■ Exercise description
Keep the pictures out. Write out every line of the listing exactly.

■ The data
◇ ◇ ◇

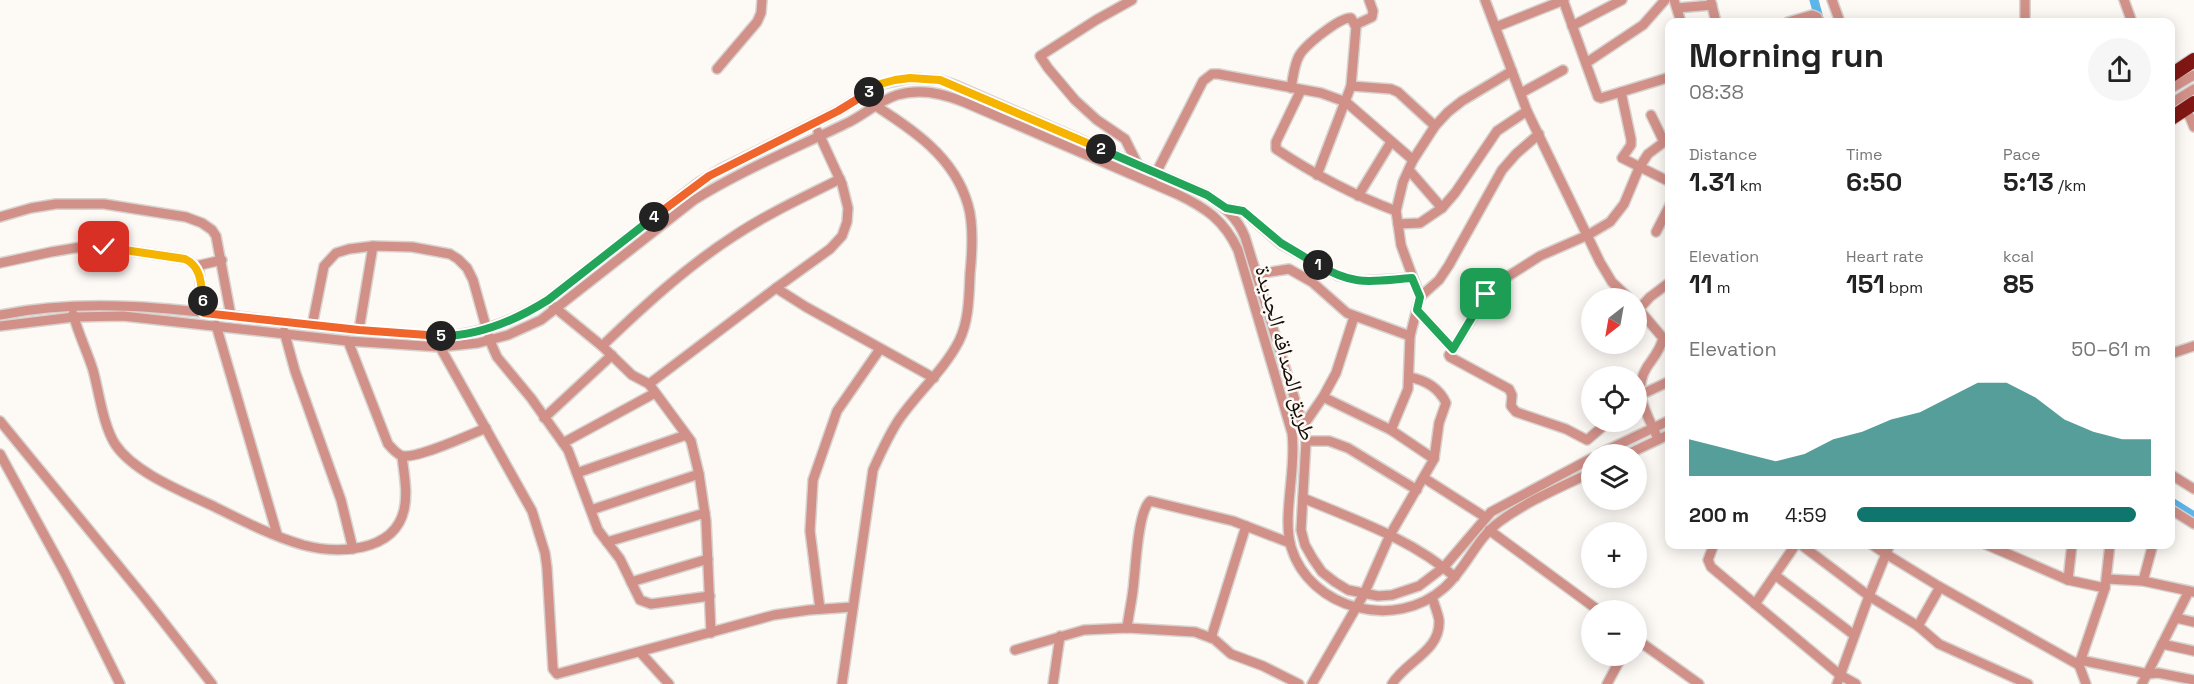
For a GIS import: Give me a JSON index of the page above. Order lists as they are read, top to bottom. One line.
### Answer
{"streets":{"street":["طريق الصداقه الجديدة"]},"north":"bottom left","page":{"heading":["Morning run","08:38"],"pins":["3","2","4","1","6","5"],"stats":[["Distance","1.31 km"],["Time","6:50"],["Pace","5:13 /km"],["Elevation","11 m"],["Heart rate","151 bpm"],["kcal","85"]],"map_buttons":["+","−"],"chart":["Elevation","50–61 m"],"list":[{"name":"200 m","note":"4:59"}]}}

◇ ◇ ◇

■ Solution for this task
For a GIS import: Give me a JSON index of the page above. Order lists as they are read, top to bottom. One line.
### Answer
{"streets":{"street":["طريق الصداقه الجديدة"]},"north":"bottom left","page":{"heading":["Morning run","08:38"],"pins":["3","2","4","1","6","5"],"stats":[["Distance","1.31 km"],["Time","6:50"],["Pace","5:13 /km"],["Elevation","11 m"],["Heart rate","151 bpm"],["kcal","85"]],"map_buttons":["+","−"],"chart":["Elevation","50–61 m"],"list":[{"name":"200 m","note":"4:59"}]}}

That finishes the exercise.